■積み重ねのトレーニングの必要性:対照的なトラブル対処法

      

1 ベテランがフリーズ、若者が活躍

たまたま重なったトラブル対処の事例が、あまりに対照的だったので印象に残りました。片方は、もはやベテランといってよい管理職の人の場合です。本人は仕事ができると思い込んでいる人でした。ところが今回のトラブルで、フリーズしてしまっています。

解決は、期待できそうにありません。従来からの対処法が、そのまま使えなくなったので、お手上げになりました。ほんのちょっとした応用問題ですが、なぜかそうしたことがわからないようです。こわい上司にも会わず、ぬるい環境で仕事してきました。

もう一人の入社数年目の若手の方は、これこそ従来にない対応が必要な際に、類似のケースを類推適応しようとして、こちらに連絡が来ました。上司がお手上げだというのです。お見事、それで行けばよいと返信しました。両者の違いは、何なのでしょう。

     

2 役に立たない「一対一対応」の仕事術

ベテランの方は、現在、自分が関わらなくてはいけない問題はないのだという方向へ、思考が向かっていますので、解決は期待できません。決まりきったことはできましたが、基本が抜けていたようです。このひとの妙な感じが、やっとわかった気がしています。

すべて答えがあって、それも一対一対応なのです。こういうときは、こうするという決まった定型性のある仕事の仕方をしていると、何だか機械的なつまらない感じを与えますが、たぶん、それだろうと思いました。基礎から考える思考が働かないようです。

若手は知識が少ないのに、身につけた基礎的な発想を使って、たぶんこんなところだろうと考えて連絡をよこしました。
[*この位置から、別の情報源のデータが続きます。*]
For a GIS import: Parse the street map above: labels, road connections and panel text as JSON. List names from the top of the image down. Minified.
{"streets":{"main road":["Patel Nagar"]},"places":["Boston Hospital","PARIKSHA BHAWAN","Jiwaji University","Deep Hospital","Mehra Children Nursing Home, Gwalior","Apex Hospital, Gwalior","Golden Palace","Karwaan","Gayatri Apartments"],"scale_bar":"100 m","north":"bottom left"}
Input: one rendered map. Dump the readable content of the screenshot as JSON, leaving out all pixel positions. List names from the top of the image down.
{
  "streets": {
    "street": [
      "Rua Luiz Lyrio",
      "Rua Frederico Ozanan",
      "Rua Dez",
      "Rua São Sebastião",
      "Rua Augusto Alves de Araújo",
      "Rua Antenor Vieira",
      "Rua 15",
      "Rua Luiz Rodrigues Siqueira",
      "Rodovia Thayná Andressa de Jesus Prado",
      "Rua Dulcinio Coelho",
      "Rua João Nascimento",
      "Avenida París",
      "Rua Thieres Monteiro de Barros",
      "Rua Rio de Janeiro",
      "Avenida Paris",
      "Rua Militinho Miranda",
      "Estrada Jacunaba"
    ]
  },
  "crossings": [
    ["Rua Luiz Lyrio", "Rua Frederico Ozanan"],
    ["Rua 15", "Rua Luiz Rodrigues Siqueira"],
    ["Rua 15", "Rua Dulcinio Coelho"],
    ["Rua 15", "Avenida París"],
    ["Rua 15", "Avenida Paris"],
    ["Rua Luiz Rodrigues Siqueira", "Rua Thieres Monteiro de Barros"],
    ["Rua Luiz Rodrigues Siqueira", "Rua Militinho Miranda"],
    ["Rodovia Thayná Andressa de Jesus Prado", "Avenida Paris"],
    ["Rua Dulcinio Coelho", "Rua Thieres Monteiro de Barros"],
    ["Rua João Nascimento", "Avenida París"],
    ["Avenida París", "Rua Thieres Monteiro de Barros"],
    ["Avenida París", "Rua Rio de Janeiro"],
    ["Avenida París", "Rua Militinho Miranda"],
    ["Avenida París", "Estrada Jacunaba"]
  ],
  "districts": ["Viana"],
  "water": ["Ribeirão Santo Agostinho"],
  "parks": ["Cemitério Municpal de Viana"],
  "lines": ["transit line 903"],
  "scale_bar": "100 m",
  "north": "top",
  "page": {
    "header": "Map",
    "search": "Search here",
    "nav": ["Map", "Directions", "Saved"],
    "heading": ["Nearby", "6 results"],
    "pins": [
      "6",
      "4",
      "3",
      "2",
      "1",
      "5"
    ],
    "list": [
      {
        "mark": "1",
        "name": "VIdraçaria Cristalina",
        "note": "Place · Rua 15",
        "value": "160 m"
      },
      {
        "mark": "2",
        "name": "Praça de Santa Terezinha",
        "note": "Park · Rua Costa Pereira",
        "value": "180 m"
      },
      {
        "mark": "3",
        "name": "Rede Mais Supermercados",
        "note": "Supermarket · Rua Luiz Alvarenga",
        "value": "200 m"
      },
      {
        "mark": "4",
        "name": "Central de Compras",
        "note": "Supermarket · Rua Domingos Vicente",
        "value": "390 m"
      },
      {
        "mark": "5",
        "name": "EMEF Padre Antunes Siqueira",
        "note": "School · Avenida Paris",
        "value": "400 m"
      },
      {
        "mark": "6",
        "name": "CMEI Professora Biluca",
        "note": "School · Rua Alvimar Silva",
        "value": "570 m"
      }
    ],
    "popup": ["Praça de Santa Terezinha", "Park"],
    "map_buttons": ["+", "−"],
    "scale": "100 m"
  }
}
こちらは、経験を積み上げていく感じがあります。今回の件で、また実力をつけたことでしょう。基礎からの積み上げてきている点が強みです。

     

3 積み重ね・積み上げることの強み

基本原理とか、基本構造とか、何だか抽象的なもののようですが、基礎の理解のときに、何らかの事例を見ながら、身につけておく必要があります。これがわからなかったら、大変なことになるからねと、最初に警告を受けていたのが、今回の若者でした。
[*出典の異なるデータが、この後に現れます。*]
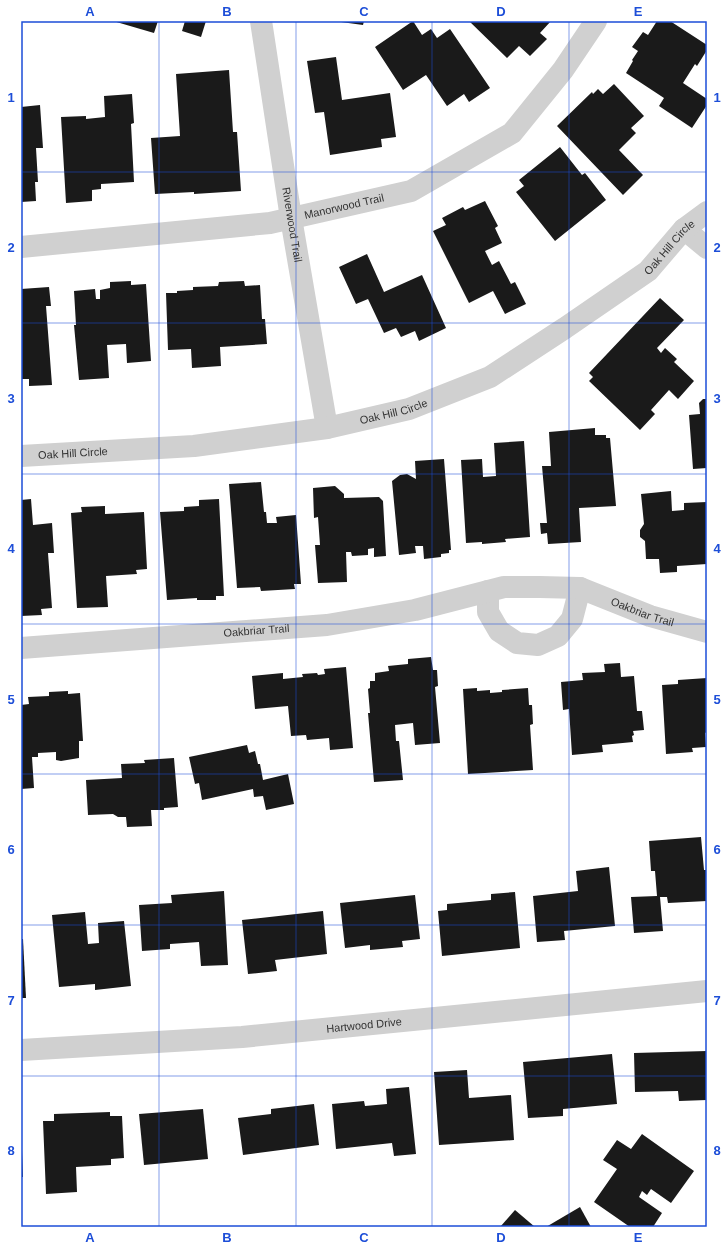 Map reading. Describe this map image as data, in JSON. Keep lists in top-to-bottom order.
{
  "streets": {
    "street": [
      "Manorwood Trail",
      "Riverwood Trail",
      "Oak Hill Circle",
      "Oakbriar Trail",
      "Hartwood Drive"
    ]
  },
  "crossings": [
    ["Manorwood Trail", "Riverwood Trail"],
    ["Riverwood Trail", "Oak Hill Circle"]
  ],
  "grid": {
    "columns": [
      "A",
      "B",
      "C",
      "D",
      "E"
    ],
    "rows": [
      "1",
      "2",
      "3",
      "4",
      "5",
      "6",
      "7",
      "8"
    ]
  }
} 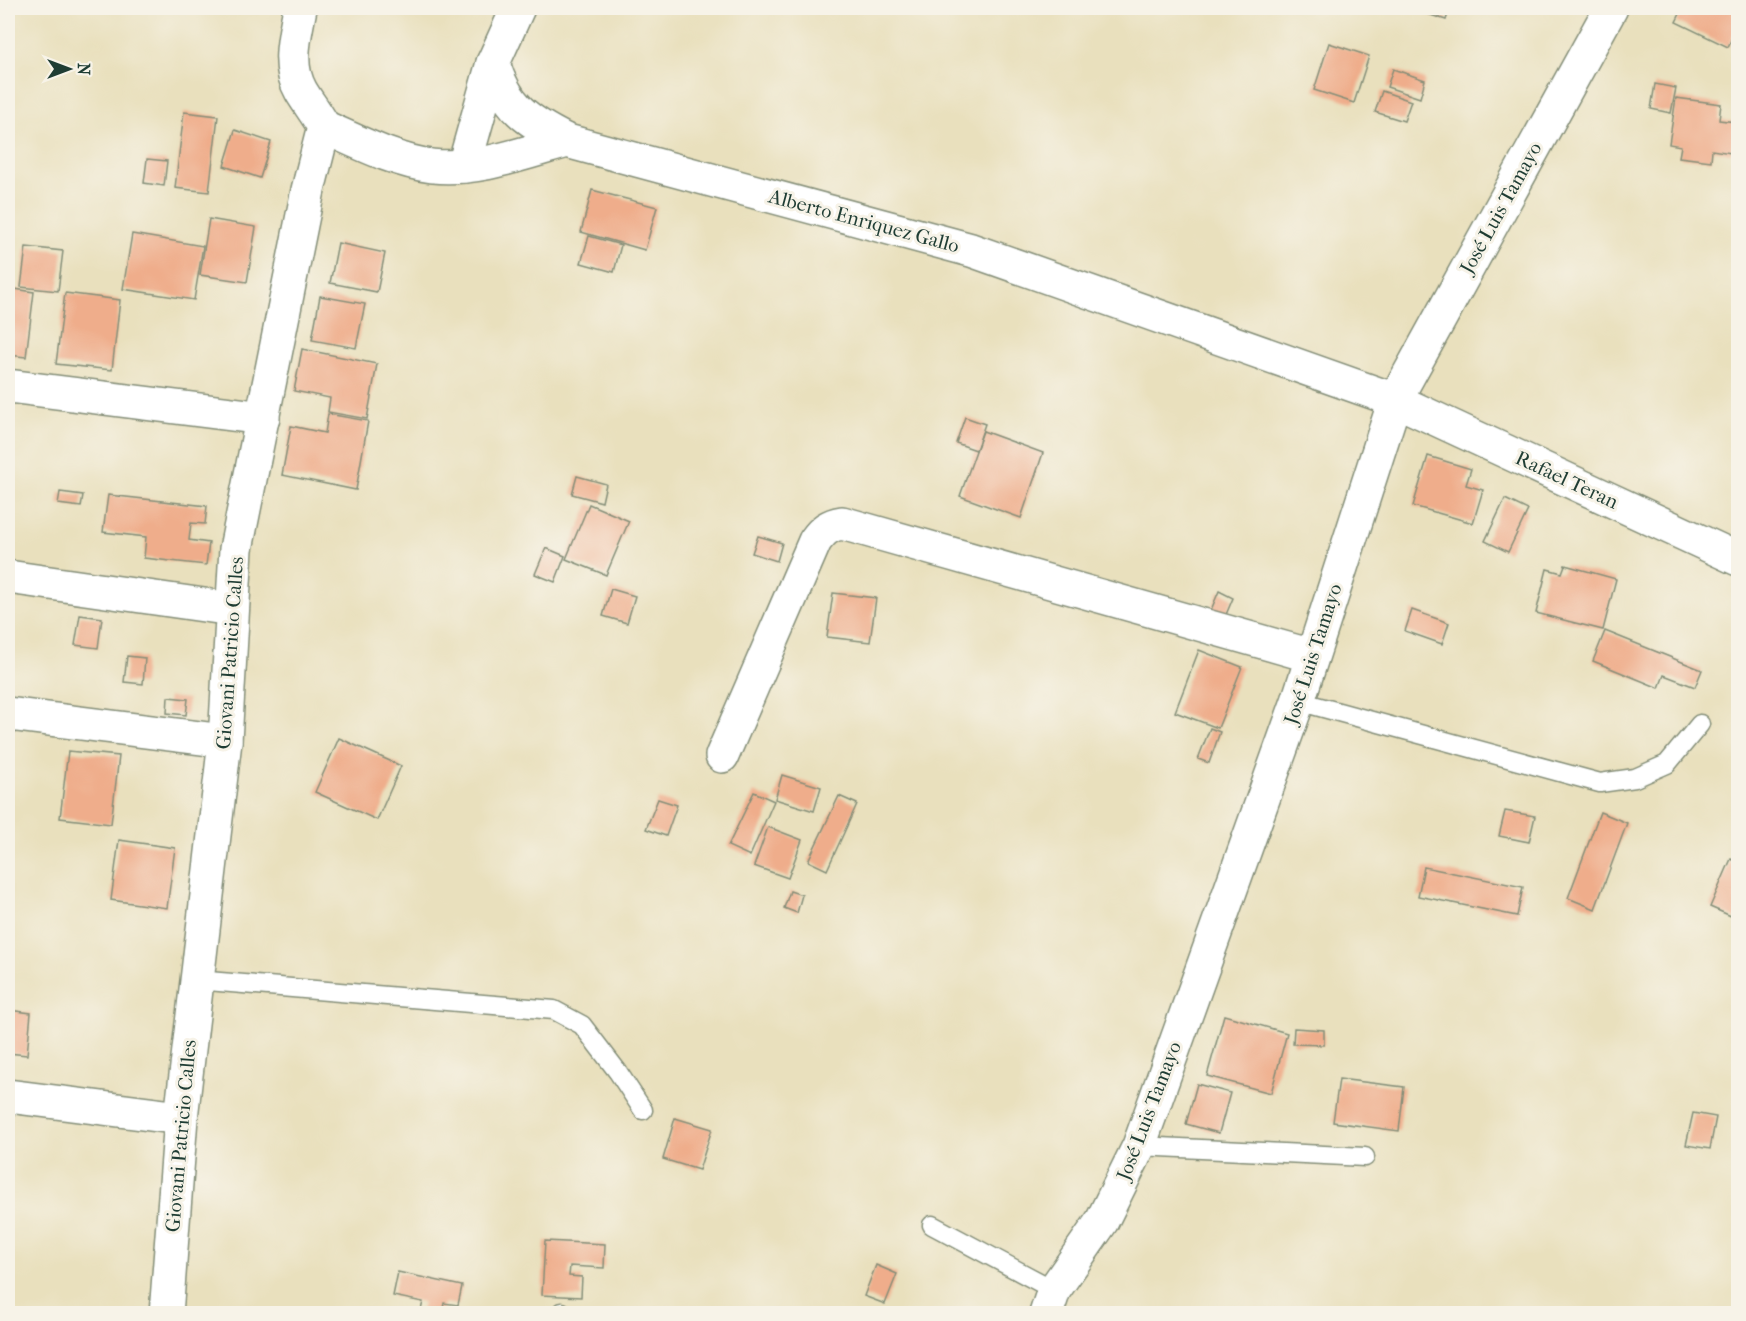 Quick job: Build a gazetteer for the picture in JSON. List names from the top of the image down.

実力を積み上げていけるだけの基礎の構築が必要です。ビジネスの場合、バカバカしいくらい、基礎的な原理が、その後まで影響を及ぼします。逆に言えば、そうやって、後々まで使えるのが重要事項であるということになるでしょう。基礎学習が大切だと思います。

こわい上司がいた方がよいとは、必ずしも言えませんが、若者は胃が痛くなるような日々を過ごしてから伸びてきました。かなり理不尽なケースもあったようですが、実力がつくほどに、平然とした対応できるようになっています。積み重ねた強みでしょう。

間違ったら大変だという思いが、潜在能力のあった若者を育成したようです。今回の件で、上司はお手上げになりました。傍から見てきた人間には、一部の領域で、若者が上司を追い越した気がします。そんなことで、いま積み上げるプログラムを検討中です。